Correlation vs Causation
Observing the three figures from the previous section, you might have noticed apparent relationships between internet penetration, military size, and state fragility, each with life expectancy. However, does a higher internet penetration rate necessarily cause people to live longer? Do fragile states inherently reduce life expectancy? Or does expanding a country’s military improve public health? This brings us to three common pitfalls of correlation.
It is crucial to remember that correlation does not imply causation. Our analysis highlights three key pitfalls that can lead to misleading interpretations of the observed relationships. First, confounding occurs when an unobserved factor influences both variables, creating a spurious association. Wealthier countries tend to have both higher internet penetration and better healthcare systems, making it unclear whether internet access directly contributes to longer life expectancy or if both are simply linked to broader economic development (figure 1). Second, the common cause problem arises when two variables share an underlying driver. The negative correlation between state fragility and life expectancy does not necessarily mean fragility directly shortens lives; rather, both may be shaped by weak governance, poor healthcare infrastructure, and economic instability (figure 2). Finally, reverse causality challenges the assumption that one variable influence another when the opposite may be true. While our analysis suggests a positive association between military size and life expectancy, it is more likely that wealthier, more stable nations—where people already live longer—can afford larger militaries, rather than military expansion leading to increased life expectancy (figure 3).
Understanding causality requires more than just identifying correlations; it demands isolating the true effect of one variable on another. A relationship between two variables, such as internet access and life expectancy, can only be considered causal if we can isolate all other factors—both observed and unobserved—that might influence either variable. In other words, we need to ensure that any change in life expectancy is solely due to changes in internet access, rather than confounding factors like economic development or reverse causality, where longer life expectancy might lead to greater internet access. This is where counterfactual reasoning comes into play. The key question in causal inference is: what would have happened to life expectancy if internet access had been different, while everything else remained the same? Since we can never observe both realities for the same country at the same time, causal analysis relies on methods designed to approximate this counterfactual world. While this blog focuses on correlation, in future discussions, we will explore how researchers attempt to uncover true causal relationships using counterfactual reasoning.
Closing Remarks
Misinterpreting correlation as causation can have serious consequences for development policies and interventions. In development research, correlations often reveal important patterns, but without understanding the underlying factors driving these relationships, policies based on such findings may fail to achieve their intended impact. So, effective communication of research findings is crucial, as the language used can significantly influence how these findings are interpreted and applied. Terms like “impact“, “effect“, and “leads to” are frequently used in development reports and media (and often in research papers) without careful consideration of causal mechanisms, blurring the line between association and true influence. This can mislead policymakers and the public.

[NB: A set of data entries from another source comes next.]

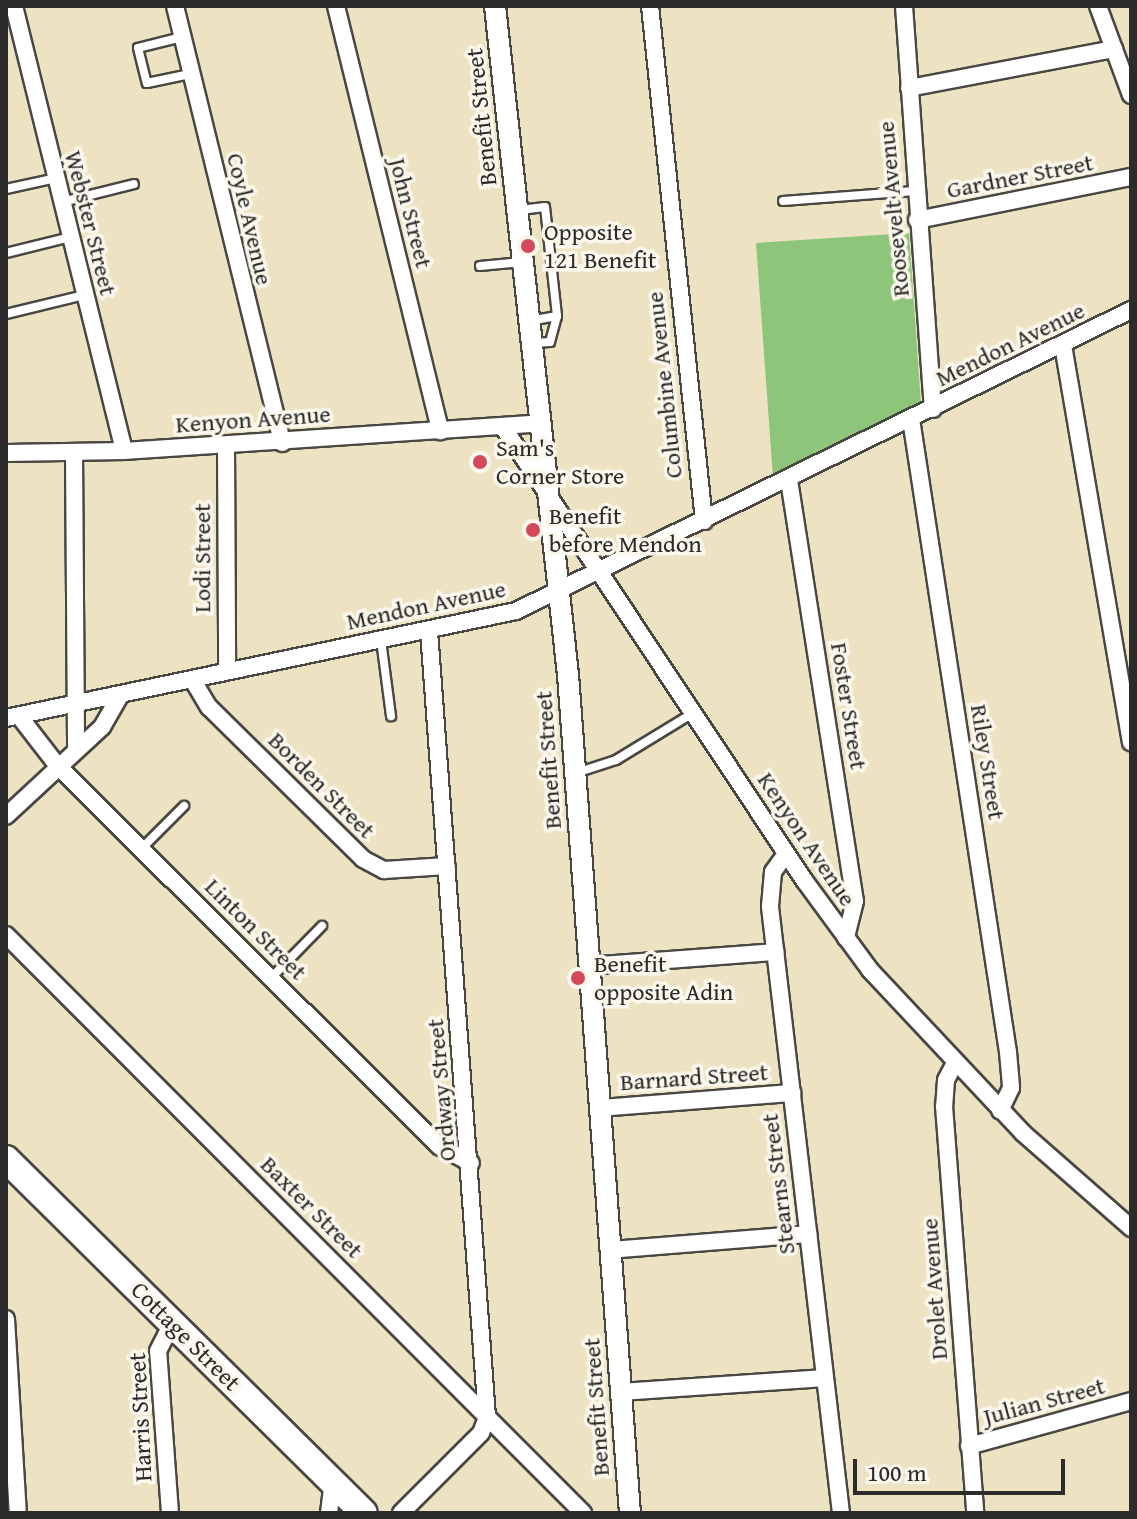 <!DOCTYPE html>
<style>
body{margin:0}
#map{position:relative;width:1137px;height:1519px;overflow:hidden;background:#ede3c3;font-family:"Gentium Book Plus",serif}
div>[style]{position:absolute}
.green>*{inset:0;background:#8dc67a}
.roads{filter:drop-shadow(2px 0 #484742) drop-shadow(-2px 0 #484742) drop-shadow(0 2px #484742) drop-shadow(0 -2px #484742)}
.service>*{height:8px;margin:-4px;padding:0 4px;transform-origin:4px;border-radius:4px;background:#fff}
.minor>*{height:16px;margin:-8px;padding:0 8px;transform-origin:8px;border-radius:8px;background:#fff}
.tertiary>*{height:20px;margin:-10px;padding:0 10px;transform-origin:10px;border-radius:10px;background:#fff}
.primary>*{height:26px;margin:-13px;padding:0 13px;transform-origin:13px;border-radius:13px;background:#fff}
.dots>*{width:22px;height:22px;translate:-50% -50%;box-sizing:border-box;border:4px solid #fbf7ec;border-radius:50%}
span{translate:-50% -50%;white-space:nowrap;text-align:center;line-height:1.15;-webkit-text-stroke:7px #fbf7ec;paint-order:stroke}
.street-label{font-size:24px;color:#2b2b2b}
.poi-label{font-size:24px;color:#2b2b2b}
.left{translate:0 -50%;text-align:left}
.frame{position:absolute;inset:0;border:8px solid #2b2b2b;pointer-events:none}
.scale{position:absolute;left:853px;top:1459px;width:212px;height:36px;box-sizing:border-box;border:4px solid #2b2b2b;border-top:0;padding-left:10px;font-size:24px;line-height:28px;white-space:nowrap;color:#2b2b2b;-webkit-text-stroke:6px #fbf7ec;paint-order:stroke}
</style>
<div id="map">
<div class="green">
<i style="clip-path:polygon(909px 233px,921px 404px,773px 478px,756px 243px)"></i>
</div>
<div class="roads">
<div class="service">
<i style="left:182px;top:37px;width:45px;rotate:166deg"></i>
<i style="left:138px;top:48px;width:36px;rotate:76deg"></i>
<i style="left:147px;top:83px;width:44px;rotate:-11.8deg"></i>
<i style="left:6px;top:189px;width:51px;rotate:-12.4deg"></i>
<i style="left:783px;top:201px;width:132px;rotate:-4.3deg"></i>
<i style="left:62px;top:202px;width:74px;rotate:-14deg"></i>
<i style="left:520px;top:210px;width:25px;rotate:-7deg"></i>
<i style="left:545px;top:207px;width:110px;rotate:83.7deg"></i>
<i style="left:557px;top:316px;width:27px;rotate:170deg"></i>
<i style="left:6px;top:253px;width:66px;rotate:-14deg"></i>
<i style="left:480px;top:266px;width:42px;rotate:-5.4deg"></i>
<i style="left:6px;top:314px;width:80px;rotate:-13.7deg"></i>
<i style="left:533px;top:343px;width:17px;rotate:-3deg"></i>
<i style="left:550px;top:342px;width:27px;rotate:-75deg"></i>
<i style="left:381px;top:640px;width:77px;rotate:82.5deg"></i>
<i style="left:576px;top:773px;width:42px;rotate:-18deg"></i>
<i style="left:616px;top:760px;width:90px;rotate:-31.4deg"></i>
<i style="left:141px;top:849px;width:61px;rotate:-45deg"></i>
<i style="left:271px;top:978px;width:73px;rotate:-45.6deg"></i>
</div>
<div class="minor">
<i style="left:14px;top:6px;width:458px;rotate:76.1deg"></i>
<i style="left:175px;top:6px;width:450px;rotate:76.2deg"></i>
<i style="left:336px;top:6px;width:438px;rotate:76.2deg"></i>
<i style="left:650px;top:6px;width:518px;rotate:84.01deg"></i>
<i style="left:904px;top:6px;width:404px;rotate:85.9deg"></i>
<i style="left:1098px;top:6px;width:95px;rotate:69.7deg"></i>
<i style="left:909px;top:88px;width:209px;rotate:-10.8deg"></i>
<i style="left:917px;top:220px;width:218px;rotate:-11.4deg"></i>
<i style="left:1063px;top:345px;width:403px;rotate:80.3deg"></i>
<i style="left:911px;top:419px;width:640px;rotate:81.29deg"></i>
<i style="left:1008px;top:1052px;width:36px;rotate:85deg"></i>
<i style="left:1011px;top:1088px;width:25px;rotate:116deg"></i>
<i style="left:503px;top:427px;width:544px;rotate:56.4deg"></i>
<i style="left:804px;top:880px;width:112px;rotate:53.7deg"></i>
<i style="left:870px;top:970px;width:224px;rotate:46.8deg"></i>
<i style="left:1023px;top:1133px;width:144px;rotate:41.3deg"></i>
<i style="left:226px;top:445px;width:226px;rotate:89.7deg"></i>
<i style="left:6px;top:453px;width:118px;rotate:-1deg"></i>
<i style="left:124px;top:451px;width:418px;rotate:-3.8deg"></i>
<i style="left:74px;top:453px;width:293px;rotate:89.6deg"></i>
<i style="left:789px;top:480px;width:426px;rotate:81.1deg"></i>
<i style="left:855px;top:901px;width:38px;rotate:104deg"></i>
<i style="left:192px;top:679px;width:33px;rotate:59deg"></i>
<i style="left:209px;top:707px;width:216px;rotate:44.6deg"></i>
<i style="left:363px;top:859px;width:24px;rotate:28deg"></i>
<i style="left:384px;top:870px;width:63px;rotate:-3.6deg"></i>
<i style="left:19px;top:716px;width:62px;rotate:52.2deg"></i>
<i style="left:57px;top:765px;width:540px;rotate:44.92deg"></i>
<i style="left:439px;top:1146px;width:36px;rotate:28deg"></i>
<i style="left:6px;top:718px;width:521px;rotate:-11.85deg"></i>
<i style="left:516px;top:611px;width:685px;rotate:-26.08deg"></i>
<i style="left:6px;top:816px;width:131px;rotate:-42.8deg"></i>
<i style="left:102px;top:727px;width:36px;rotate:-60deg"></i>
<i style="left:786px;top:854px;width:22px;rotate:126deg"></i>
<i style="left:773px;top:872px;width:35px;rotate:95deg"></i>
<i style="left:770px;top:907px;width:610px;rotate:83.32deg"></i>
<i style="left:6px;top:935px;width:817px;rotate:45.05deg"></i>
<i style="left:589px;top:966px;width:187px;rotate:-4.3deg"></i>
<i style="left:955px;top:1063px;width:19px;rotate:118deg"></i>
<i style="left:946px;top:1080px;width:26px;rotate:94deg"></i>
<i style="left:944px;top:1106px;width:408px;rotate:85.6deg"></i>
<i style="left:600px;top:1108px;width:193px;rotate:-4.5deg"></i>
<i style="left:610px;top:1250px;width:199px;rotate:-4.6deg"></i>
<i style="left:6px;top:1319px;width:194px;rotate:86.5deg"></i>
<i style="left:621px;top:1392px;width:204px;rotate:-3.9deg"></i>
<i style="left:969px;top:1446px;width:168px;rotate:-15.5deg"></i>
<i style="left:170px;top:1513px;width:162px;rotate:-94.2deg"></i>
<i style="left:158px;top:1351px;width:33px;rotate:-63deg"></i>
<i style="left:329px;top:1513px;width:32px;rotate:-83deg"></i>
<i style="left:401px;top:1513px;width:113px;rotate:-45deg"></i>
<i style="left:481px;top:1433px;width:17px;rotate:-69deg"></i>
<i style="left:487px;top:1417px;width:788px;rotate:-94.22deg"></i>
</div>
<div class="tertiary">
<i style="left:495px;top:6px;width:673px;rotate:83.77deg"></i>
<i style="left:568px;top:675px;width:840px;rotate:85.77deg"></i>
</div>
<div class="primary">
<i style="left:6px;top:1159px;width:503px;rotate:44.68deg"></i>
</div>
</div>
<div class="dots">
<i style="left:528px;top:246px;background:#d1495b"></i>
<i style="left:480px;top:462px;background:#d1495b"></i>
<i style="left:533px;top:530px;background:#d1495b"></i>
<i style="left:578px;top:978px;background:#d1495b"></i>
</div>
<div class="street-label">
<span style="left:481px;top:117px;rotate:-96deg">Benefit Street</span>
<span style="left:1020px;top:176px;rotate:-11deg">Gardner Street</span>
<span style="left:893px;top:209px;rotate:-95deg">Roosevelt Avenue</span>
<span style="left:411px;top:213px;rotate:76deg">John Street</span>
<span style="left:250px;top:219px;rotate:77deg">Coyle Avenue</span>
<span style="left:91px;top:223px;rotate:76deg">Webster Street</span>
<span style="left:1010px;top:344px;rotate:-26deg">Mendon Avenue</span>
<span style="left:664px;top:385px;rotate:-96deg">Columbine Avenue</span>
<span style="left:253px;top:419px;rotate:-4deg">Kenyon Avenue</span>
<span style="left:202px;top:558px;rotate:-90deg">Lodi Street</span>
<span style="left:426px;top:605px;rotate:-12deg">Mendon Avenue</span>
<span style="left:849px;top:706px;rotate:81deg">Foster Street</span>
<span style="left:548px;top:760px;rotate:-94deg">Benefit Street</span>
<span style="left:988px;top:762px;rotate:81deg">Riley Street</span>
<span style="left:322px;top:785px;rotate:45deg">Borden Street</span>
<span style="left:807px;top:839px;rotate:56deg">Kenyon Avenue</span>
<span style="left:256px;top:929px;rotate:45deg">Linton Street</span>
<span style="left:694px;top:1077px;rotate:-4deg">Barnard Street</span>
<span style="left:441px;top:1090px;rotate:-95deg">Ordway Street</span>
<span style="left:778px;top:1184px;rotate:-97deg">Stearns Street</span>
<span style="left:312px;top:1207px;rotate:45deg">Baxter Street</span>
<span style="left:934px;top:1289px;rotate:-94deg">Drolet Avenue</span>
<span style="left:186px;top:1336px;rotate:45deg">Cottage Street</span>
<span style="left:1044px;top:1401px;rotate:-15deg">Julian Street</span>
<span style="left:596px;top:1407px;rotate:-94deg">Benefit Street</span>
<span style="left:140px;top:1417px;rotate:-93deg">Harris Street</span>
</div>
<div class="poi-label">
<span class="left" style="left:544px;top:246px">Opposite<br>121 Benefit</span>
<span class="left" style="left:496px;top:462px">Sam's<br>Corner Store</span>
<span class="left" style="left:549px;top:530px">Benefit<br>before Mendon</span>
<span class="left" style="left:594px;top:978px">Benefit<br>opposite Adin</span>
</div>
<div class="frame"></div>
<div class="scale">100 m</div>
</div>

In an increasingly data-driven world, the ability to distinguish between correlation and causation is more than just a technical skill; it is essential for responsible decision-making. As we grapple with complex global challenges, the questions we ask and the methods we employ will determine whether our insights drive meaningful change or perpetuate misconceptions. By recognising the limitations of correlation and pursuing robust causal inference methods, we can ensure that our research and policy decisions are evidence-based and contribute to a better future.